(Saved entries)

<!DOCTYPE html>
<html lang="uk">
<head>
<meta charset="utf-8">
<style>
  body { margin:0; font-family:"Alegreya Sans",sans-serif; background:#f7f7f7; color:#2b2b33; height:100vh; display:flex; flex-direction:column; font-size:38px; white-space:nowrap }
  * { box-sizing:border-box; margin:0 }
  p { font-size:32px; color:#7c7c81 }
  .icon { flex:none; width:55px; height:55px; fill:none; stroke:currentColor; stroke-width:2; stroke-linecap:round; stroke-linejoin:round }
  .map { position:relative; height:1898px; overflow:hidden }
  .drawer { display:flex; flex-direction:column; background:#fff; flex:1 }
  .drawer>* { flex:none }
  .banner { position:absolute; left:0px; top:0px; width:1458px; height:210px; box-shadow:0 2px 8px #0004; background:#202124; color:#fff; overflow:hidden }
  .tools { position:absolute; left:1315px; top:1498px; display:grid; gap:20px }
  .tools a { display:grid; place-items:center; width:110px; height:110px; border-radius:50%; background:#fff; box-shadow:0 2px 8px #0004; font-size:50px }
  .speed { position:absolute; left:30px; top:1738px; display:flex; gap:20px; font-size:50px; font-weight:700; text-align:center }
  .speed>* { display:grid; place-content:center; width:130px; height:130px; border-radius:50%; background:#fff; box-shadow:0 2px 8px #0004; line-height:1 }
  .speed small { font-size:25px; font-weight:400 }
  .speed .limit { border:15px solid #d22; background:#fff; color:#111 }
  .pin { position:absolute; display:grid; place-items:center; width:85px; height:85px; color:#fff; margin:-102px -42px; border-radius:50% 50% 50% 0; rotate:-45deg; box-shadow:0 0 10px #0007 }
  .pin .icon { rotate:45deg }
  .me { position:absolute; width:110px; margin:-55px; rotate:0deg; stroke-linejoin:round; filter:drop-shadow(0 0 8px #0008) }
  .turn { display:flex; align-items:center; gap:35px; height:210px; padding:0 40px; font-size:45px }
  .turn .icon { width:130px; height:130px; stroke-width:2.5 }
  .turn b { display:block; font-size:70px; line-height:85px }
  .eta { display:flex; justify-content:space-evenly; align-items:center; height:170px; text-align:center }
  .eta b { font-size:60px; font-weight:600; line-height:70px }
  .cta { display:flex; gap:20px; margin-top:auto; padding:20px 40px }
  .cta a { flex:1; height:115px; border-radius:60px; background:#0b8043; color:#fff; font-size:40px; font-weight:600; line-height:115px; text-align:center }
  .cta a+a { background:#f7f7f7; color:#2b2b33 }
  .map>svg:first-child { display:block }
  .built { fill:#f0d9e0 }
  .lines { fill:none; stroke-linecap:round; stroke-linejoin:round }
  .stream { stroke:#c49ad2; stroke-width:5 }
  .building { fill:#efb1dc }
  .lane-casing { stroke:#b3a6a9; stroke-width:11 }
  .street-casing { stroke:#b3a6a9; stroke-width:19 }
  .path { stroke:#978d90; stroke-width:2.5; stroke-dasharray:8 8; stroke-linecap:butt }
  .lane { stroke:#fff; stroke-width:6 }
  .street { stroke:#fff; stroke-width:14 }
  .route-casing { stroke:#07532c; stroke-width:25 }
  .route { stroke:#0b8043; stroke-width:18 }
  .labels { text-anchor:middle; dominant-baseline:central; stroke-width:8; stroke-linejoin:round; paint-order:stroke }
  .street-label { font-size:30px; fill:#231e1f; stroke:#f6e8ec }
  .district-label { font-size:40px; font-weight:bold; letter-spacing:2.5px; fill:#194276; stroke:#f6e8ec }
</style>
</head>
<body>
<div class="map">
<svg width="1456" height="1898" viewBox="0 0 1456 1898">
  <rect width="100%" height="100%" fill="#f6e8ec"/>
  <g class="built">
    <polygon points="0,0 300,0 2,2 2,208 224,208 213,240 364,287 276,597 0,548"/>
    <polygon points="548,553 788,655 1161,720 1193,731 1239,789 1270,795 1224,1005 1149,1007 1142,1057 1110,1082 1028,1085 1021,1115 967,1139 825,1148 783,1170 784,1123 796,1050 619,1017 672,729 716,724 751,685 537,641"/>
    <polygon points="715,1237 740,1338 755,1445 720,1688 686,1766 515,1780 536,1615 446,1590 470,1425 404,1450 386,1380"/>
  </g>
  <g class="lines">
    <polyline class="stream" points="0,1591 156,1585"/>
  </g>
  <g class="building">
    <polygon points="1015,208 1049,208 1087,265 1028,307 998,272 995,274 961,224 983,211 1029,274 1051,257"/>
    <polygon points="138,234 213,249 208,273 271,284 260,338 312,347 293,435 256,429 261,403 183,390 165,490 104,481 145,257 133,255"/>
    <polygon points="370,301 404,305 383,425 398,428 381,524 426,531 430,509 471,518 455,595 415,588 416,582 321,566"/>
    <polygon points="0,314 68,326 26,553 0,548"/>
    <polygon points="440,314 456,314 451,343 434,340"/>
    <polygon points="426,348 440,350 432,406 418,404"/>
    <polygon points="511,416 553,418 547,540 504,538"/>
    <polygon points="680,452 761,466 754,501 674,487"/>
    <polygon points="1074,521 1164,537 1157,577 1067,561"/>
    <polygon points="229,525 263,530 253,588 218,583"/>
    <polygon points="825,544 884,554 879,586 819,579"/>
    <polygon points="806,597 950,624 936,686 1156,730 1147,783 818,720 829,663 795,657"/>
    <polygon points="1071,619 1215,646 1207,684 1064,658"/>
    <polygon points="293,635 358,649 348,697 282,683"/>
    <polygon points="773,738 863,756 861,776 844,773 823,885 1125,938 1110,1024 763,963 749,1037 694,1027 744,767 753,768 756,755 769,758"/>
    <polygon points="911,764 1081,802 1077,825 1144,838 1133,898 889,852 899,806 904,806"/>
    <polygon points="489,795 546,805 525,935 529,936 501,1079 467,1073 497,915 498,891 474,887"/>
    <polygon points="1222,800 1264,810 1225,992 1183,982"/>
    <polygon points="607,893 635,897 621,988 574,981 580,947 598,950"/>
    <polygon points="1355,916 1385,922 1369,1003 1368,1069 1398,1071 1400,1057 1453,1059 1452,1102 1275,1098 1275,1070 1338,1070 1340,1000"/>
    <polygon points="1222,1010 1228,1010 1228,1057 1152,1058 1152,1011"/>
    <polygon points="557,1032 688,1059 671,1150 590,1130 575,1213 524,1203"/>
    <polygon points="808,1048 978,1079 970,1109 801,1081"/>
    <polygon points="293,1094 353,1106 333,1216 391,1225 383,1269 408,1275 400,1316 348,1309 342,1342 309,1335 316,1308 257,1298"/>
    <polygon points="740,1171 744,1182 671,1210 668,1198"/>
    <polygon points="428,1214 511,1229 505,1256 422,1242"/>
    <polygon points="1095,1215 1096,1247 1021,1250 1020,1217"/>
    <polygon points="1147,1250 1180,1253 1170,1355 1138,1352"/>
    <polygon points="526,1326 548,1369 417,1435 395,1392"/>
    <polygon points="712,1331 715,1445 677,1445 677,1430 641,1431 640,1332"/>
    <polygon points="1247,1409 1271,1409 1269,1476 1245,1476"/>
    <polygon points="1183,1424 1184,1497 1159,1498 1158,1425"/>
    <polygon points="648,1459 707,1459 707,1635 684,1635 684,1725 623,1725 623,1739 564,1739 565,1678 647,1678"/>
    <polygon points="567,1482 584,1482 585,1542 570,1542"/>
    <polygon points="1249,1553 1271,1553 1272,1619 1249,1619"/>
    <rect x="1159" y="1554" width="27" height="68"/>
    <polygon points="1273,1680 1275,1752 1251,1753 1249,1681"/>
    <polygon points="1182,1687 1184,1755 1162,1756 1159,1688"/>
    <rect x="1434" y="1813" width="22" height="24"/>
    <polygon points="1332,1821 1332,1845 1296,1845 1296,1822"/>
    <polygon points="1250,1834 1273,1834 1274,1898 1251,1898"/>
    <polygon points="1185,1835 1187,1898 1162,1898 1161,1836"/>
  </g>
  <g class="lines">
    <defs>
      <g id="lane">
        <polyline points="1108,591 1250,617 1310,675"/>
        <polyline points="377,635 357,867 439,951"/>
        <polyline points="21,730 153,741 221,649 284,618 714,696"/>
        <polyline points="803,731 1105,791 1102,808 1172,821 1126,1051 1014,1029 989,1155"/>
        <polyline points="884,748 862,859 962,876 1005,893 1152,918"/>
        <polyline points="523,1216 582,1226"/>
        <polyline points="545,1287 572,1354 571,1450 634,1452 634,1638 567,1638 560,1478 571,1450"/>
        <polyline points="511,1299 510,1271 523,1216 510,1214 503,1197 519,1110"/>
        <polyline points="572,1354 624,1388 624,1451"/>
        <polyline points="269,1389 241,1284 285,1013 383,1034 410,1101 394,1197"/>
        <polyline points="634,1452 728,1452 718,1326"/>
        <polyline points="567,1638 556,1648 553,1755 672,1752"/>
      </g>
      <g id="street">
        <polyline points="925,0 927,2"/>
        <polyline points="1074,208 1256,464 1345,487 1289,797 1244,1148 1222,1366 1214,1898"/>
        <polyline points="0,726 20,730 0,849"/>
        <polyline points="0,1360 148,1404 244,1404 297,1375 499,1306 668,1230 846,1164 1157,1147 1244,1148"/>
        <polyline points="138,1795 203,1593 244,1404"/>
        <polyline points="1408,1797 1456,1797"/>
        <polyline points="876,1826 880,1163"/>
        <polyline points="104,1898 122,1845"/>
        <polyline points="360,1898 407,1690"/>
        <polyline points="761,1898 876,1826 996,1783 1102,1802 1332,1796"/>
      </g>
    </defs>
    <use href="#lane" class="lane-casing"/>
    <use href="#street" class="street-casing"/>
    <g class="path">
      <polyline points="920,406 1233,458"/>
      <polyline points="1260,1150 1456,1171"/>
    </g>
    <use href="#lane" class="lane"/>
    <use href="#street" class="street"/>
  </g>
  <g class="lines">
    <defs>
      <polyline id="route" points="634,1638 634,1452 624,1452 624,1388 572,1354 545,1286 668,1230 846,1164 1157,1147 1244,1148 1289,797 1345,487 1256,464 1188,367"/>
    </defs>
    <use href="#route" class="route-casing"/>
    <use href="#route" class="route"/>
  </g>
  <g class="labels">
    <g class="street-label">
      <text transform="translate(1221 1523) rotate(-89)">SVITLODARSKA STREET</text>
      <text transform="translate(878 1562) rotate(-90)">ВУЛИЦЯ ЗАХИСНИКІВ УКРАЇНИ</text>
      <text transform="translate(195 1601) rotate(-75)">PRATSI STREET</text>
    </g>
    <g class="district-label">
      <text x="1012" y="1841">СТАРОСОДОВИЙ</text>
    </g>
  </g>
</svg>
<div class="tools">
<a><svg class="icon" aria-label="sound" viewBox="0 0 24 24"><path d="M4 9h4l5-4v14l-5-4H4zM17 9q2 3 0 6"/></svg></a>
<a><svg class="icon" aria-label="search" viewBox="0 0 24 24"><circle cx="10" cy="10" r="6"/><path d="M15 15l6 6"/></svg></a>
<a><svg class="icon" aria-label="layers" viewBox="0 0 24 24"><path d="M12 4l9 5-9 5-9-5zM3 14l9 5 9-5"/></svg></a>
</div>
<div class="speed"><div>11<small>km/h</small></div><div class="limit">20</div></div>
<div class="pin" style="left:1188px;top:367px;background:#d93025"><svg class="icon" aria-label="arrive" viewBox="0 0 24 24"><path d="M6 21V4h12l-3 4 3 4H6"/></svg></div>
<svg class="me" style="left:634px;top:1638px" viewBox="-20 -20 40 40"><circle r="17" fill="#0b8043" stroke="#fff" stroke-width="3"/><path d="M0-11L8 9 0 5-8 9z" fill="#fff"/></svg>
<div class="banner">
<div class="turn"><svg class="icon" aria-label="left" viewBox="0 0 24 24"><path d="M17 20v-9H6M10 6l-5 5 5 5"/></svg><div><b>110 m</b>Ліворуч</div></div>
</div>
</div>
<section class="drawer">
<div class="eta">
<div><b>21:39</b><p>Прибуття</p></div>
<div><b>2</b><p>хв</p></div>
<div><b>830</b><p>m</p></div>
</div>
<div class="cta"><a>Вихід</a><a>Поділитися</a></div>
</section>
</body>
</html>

Exercise prompt :: The response must consist of the lines above, from the first one through the line containing "display:block; font-size:70px; line-height:85px", reproduced exactly.

Expected answer ::
<!DOCTYPE html>
<html lang="uk">
<head>
<meta charset="utf-8">
<style>
  body { margin:0; font-family:"Alegreya Sans",sans-serif; background:#f7f7f7; color:#2b2b33; height:100vh; display:flex; flex-direction:column; font-size:38px; white-space:nowrap }
  * { box-sizing:border-box; margin:0 }
  p { font-size:32px; color:#7c7c81 }
  .icon { flex:none; width:55px; height:55px; fill:none; stroke:currentColor; stroke-width:2; stroke-linecap:round; stroke-linejoin:round }
  .map { position:relative; height:1898px; overflow:hidden }
  .drawer { display:flex; flex-direction:column; background:#fff; flex:1 }
  .drawer>* { flex:none }
  .banner { position:absolute; left:0px; top:0px; width:1458px; height:210px; box-shadow:0 2px 8px #0004; background:#202124; color:#fff; overflow:hidden }
  .tools { position:absolute; left:1315px; top:1498px; display:grid; gap:20px }
  .tools a { display:grid; place-items:center; width:110px; height:110px; border-radius:50%; background:#fff; box-shadow:0 2px 8px #0004; font-size:50px }
  .speed { position:absolute; left:30px; top:1738px; display:flex; gap:20px; font-size:50px; font-weight:700; text-align:center }
  .speed>* { display:grid; place-content:center; width:130px; height:130px; border-radius:50%; background:#fff; box-shadow:0 2px 8px #0004; line-height:1 }
  .speed small { font-size:25px; font-weight:400 }
  .speed .limit { border:15px solid #d22; background:#fff; color:#111 }
  .pin { position:absolute; display:grid; place-items:center; width:85px; height:85px; color:#fff; margin:-102px -42px; border-radius:50% 50% 50% 0; rotate:-45deg; box-shadow:0 0 10px #0007 }
  .pin .icon { rotate:45deg }
  .me { position:absolute; width:110px; margin:-55px; rotate:0deg; stroke-linejoin:round; filter:drop-shadow(0 0 8px #0008) }
  .turn { display:flex; align-items:center; gap:35px; height:210px; padding:0 40px; font-size:45px }
  .turn .icon { width:130px; height:130px; stroke-width:2.5 }
  .turn b { display:block; font-size:70px; line-height:85px }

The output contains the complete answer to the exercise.